● EXERCISE PROMPT
Pick out all lines of the entries that include the word "stream" and copy them.

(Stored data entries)

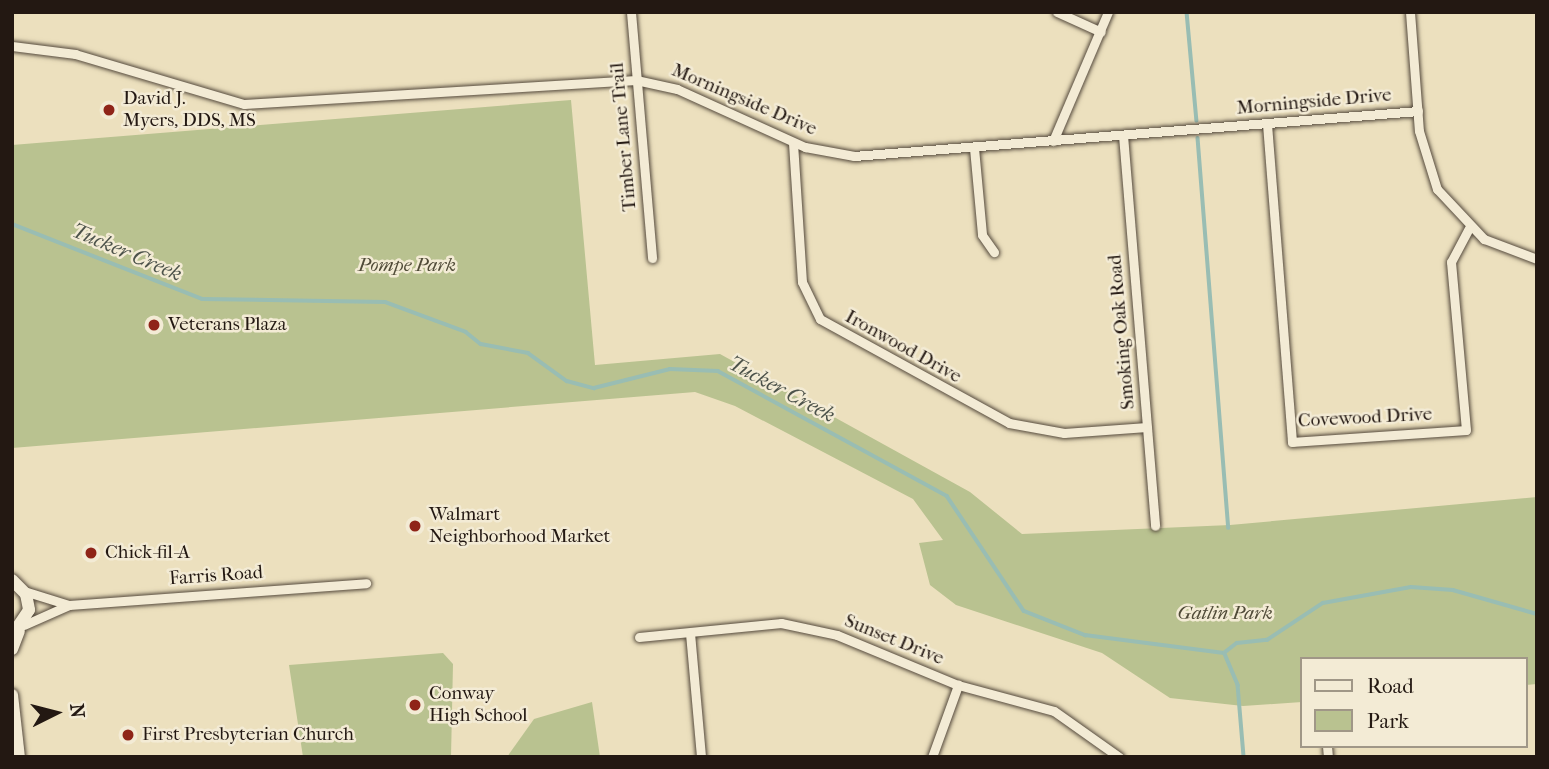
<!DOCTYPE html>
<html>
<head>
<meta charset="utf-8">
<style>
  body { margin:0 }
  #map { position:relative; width:1549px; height:769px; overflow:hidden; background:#ece0be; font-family:"IM FELL French Canon",serif }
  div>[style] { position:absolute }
  .green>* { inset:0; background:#b9c290 }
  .stream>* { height:3.5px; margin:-1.75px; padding:0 1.75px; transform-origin:1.75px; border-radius:1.75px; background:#99bdb3 }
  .roads { filter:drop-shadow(0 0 2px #554a3d) drop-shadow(0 0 2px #554a3d) }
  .minor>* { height:9px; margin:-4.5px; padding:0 4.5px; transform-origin:4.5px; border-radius:4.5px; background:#f3ebd5 }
  .secondary>* { height:12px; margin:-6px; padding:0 6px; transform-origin:6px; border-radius:6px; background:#f3ebd5 }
  .dots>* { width:19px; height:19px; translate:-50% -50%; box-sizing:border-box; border:4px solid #f3ebd5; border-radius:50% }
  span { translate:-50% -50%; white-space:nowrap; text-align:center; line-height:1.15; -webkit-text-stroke:5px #f3ebd5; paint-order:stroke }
  .poi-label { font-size:19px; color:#231812 }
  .left { translate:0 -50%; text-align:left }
  .street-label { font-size:19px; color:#231812 }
  .park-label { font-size:19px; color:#504b38; font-style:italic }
  .water-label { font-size:21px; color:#4c524a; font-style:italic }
  .frame { position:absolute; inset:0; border:14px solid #231812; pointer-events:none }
  .legend { position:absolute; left:1300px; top:657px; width:228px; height:91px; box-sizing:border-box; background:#f3ebd5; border:2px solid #a09787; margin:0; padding:9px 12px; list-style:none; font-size:21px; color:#231812 }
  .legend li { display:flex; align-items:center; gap:14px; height:35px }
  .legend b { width:35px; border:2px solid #a09787 }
  .north { position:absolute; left:21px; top:678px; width:70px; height:70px; -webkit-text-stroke:5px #f3ebd5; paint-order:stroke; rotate:84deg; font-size:19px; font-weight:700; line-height:28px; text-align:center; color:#231812 }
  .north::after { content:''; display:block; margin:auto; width:24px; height:32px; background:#231812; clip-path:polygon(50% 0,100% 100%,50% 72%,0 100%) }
</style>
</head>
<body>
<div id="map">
  <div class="green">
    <div style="clip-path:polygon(571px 100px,595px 365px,720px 354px,970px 492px,1022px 534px,1230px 525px,1537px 497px,1537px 684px,1526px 685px,1526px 659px,1302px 659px,1302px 702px,1243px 706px,1170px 698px,1102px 653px,956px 605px,930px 585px,919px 543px,943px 540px,913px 499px,735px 406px,695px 392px,12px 448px,12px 145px)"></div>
    <div style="clip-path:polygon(443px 653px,453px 664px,451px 757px,303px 757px,289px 665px)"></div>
    <div style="clip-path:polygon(592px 702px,600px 757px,507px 757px,534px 719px)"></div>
  </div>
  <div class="stream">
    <div style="left:1187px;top:12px;width:109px;rotate:84.8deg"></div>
    <div style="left:1198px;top:138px;width:391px;rotate:85.5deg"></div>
    <div style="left:12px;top:224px;width:204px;rotate:21.5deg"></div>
    <div style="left:202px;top:299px;width:183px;rotate:0.9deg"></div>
    <div style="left:385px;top:302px;width:86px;rotate:20.3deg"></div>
    <div style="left:466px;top:332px;width:19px;rotate:39deg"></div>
    <div style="left:481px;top:344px;width:48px;rotate:10.8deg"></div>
    <div style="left:528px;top:353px;width:48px;rotate:35.7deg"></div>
    <div style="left:567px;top:381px;width:28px;rotate:15deg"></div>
    <div style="left:594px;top:388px;width:78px;rotate:-14deg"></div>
    <div style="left:670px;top:369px;width:48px;rotate:2.4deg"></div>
    <div style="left:718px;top:371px;width:261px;rotate:28.6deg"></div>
    <div style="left:947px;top:496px;width:138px;rotate:56.2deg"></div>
    <div style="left:1024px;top:611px;width:66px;rotate:21.5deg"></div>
    <div style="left:1085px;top:635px;width:140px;rotate:7.4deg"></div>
    <div style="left:1224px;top:653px;width:16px;rotate:-38deg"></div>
    <div style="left:1237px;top:643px;width:30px;rotate:-6deg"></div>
    <div style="left:1267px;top:640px;width:67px;rotate:-33.5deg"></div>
    <div style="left:1323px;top:603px;width:89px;rotate:-10.3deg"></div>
    <div style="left:1411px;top:587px;width:42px;rotate:4.1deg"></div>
    <div style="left:1453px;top:590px;width:87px;rotate:15.9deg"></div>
    <div style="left:1225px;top:654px;width:34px;rotate:67deg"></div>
    <div style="left:1238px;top:685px;width:72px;rotate:85.2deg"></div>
  </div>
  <div class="roads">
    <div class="minor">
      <div style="left:631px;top:12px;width:247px;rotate:85.1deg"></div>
      <div style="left:1057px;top:12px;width:48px;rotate:24.4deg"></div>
      <div style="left:1410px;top:12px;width:119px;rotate:85.7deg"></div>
      <div style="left:1419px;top:131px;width:61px;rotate:72.8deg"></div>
      <div style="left:1437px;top:189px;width:69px;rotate:46.8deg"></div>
      <div style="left:1484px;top:239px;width:57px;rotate:20.7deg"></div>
      <div style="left:12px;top:46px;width:64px;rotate:7.2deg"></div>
      <div style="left:75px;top:54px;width:176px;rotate:16.5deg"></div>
      <div style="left:244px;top:104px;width:393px;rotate:-3.5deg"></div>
      <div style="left:636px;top:80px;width:42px;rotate:12.4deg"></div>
      <div style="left:677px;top:89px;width:141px;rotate:24.4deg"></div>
      <div style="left:805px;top:147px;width:50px;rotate:10.4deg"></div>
      <div style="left:854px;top:156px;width:566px;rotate:-4.56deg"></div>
      <div style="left:1267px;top:124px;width:319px;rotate:85.5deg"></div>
      <div style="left:1292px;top:442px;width:174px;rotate:-3.9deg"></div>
      <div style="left:1466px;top:430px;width:169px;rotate:-95.1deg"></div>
      <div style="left:1451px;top:262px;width:38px;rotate:-62deg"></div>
      <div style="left:1123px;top:135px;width:392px;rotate:85.3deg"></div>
      <div style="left:1053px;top:141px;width:140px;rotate:-66.9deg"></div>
      <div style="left:793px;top:143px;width:139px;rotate:86.3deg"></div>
      <div style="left:802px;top:282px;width:41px;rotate:64.1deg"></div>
      <div style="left:820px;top:319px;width:216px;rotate:28.8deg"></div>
      <div style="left:1009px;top:423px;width:56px;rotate:10.3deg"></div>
      <div style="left:1064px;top:433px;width:83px;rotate:-4.1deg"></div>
      <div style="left:974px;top:148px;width:87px;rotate:84.7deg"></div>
      <div style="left:982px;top:235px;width:21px;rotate:55deg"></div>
      <div style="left:24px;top:591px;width:47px;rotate:17.3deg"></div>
      <div style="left:24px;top:625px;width:49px;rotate:-24deg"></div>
      <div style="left:69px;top:605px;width:298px;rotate:-4.2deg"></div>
      <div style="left:690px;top:633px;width:124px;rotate:84.9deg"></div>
      <div style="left:639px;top:637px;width:143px;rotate:-5.6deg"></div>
      <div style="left:781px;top:623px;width:57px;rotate:12.1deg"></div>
      <div style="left:837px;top:635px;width:131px;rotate:22.5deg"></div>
      <div style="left:958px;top:685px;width:99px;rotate:15.2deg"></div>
      <div style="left:1054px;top:711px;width:80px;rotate:35.3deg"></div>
      <div style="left:1327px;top:746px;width:11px;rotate:85deg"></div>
      <div style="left:932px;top:757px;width:77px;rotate:-70.1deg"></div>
    </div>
    <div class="secondary">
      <div style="left:12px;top:580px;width:20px;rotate:45deg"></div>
      <div style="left:26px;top:594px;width:16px;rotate:79deg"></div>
      <div style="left:29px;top:610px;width:30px;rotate:124deg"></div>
      <div style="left:12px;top:649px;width:19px;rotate:-69deg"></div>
      <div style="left:12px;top:695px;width:62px;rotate:83.6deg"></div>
    </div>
  </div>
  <div class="dots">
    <div style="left:109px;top:110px;background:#8f2418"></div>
    <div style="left:154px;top:325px;background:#8f2418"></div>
    <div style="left:415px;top:526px;background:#8f2418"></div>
    <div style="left:91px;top:553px;background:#8f2418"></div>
    <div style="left:415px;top:705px;background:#8f2418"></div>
    <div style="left:128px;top:735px;background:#8f2418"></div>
  </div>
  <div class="poi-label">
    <span class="left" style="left:123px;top:110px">David J.<br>Myers, DDS, MS</span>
    <span class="left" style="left:168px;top:325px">Veterans Plaza</span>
    <span class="left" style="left:429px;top:526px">Walmart<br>Neighborhood Market</span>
    <span class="left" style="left:105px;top:553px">Chick-fil-A</span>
    <span class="left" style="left:429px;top:705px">Conway<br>High School</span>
    <span class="left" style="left:142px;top:735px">First Presbyterian Church</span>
  </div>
  <div class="street-label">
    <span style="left:744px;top:100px;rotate:23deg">Morningside Drive</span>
    <span style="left:1314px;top:102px;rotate:-5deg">Morningside Drive</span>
    <span style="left:624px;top:137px;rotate:-95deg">Timber Lane Trail</span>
    <span style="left:1122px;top:332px;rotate:-95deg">Smoking Oak Road</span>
    <span style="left:903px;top:347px;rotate:29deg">Ironwood Drive</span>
    <span style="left:1365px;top:418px;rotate:-3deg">Covewood Drive</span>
    <span style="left:216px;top:576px;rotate:-4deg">Farris Road</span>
    <span style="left:894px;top:640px;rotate:22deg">Sunset Drive</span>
  </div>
  <div class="park-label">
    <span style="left:407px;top:266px">Pompe Park</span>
    <span style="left:1225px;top:614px">Gatlin Park</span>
  </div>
  <div class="water-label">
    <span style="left:127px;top:252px;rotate:23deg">Tucker Creek</span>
    <span style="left:782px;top:389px;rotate:28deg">Tucker Creek</span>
  </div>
  <div class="frame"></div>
  <ul class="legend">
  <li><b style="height:9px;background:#f3ebd5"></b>Road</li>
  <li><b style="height:19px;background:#b9c290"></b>Park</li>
  </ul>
  <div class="north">N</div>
</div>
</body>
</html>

● TASK RESPONSE
  .stream>* { height:3.5px; margin:-1.75px; padding:0 1.75px; transform-origin:1.75px; border-radius:1.75px; background:#99bdb3 }
  <div class="stream">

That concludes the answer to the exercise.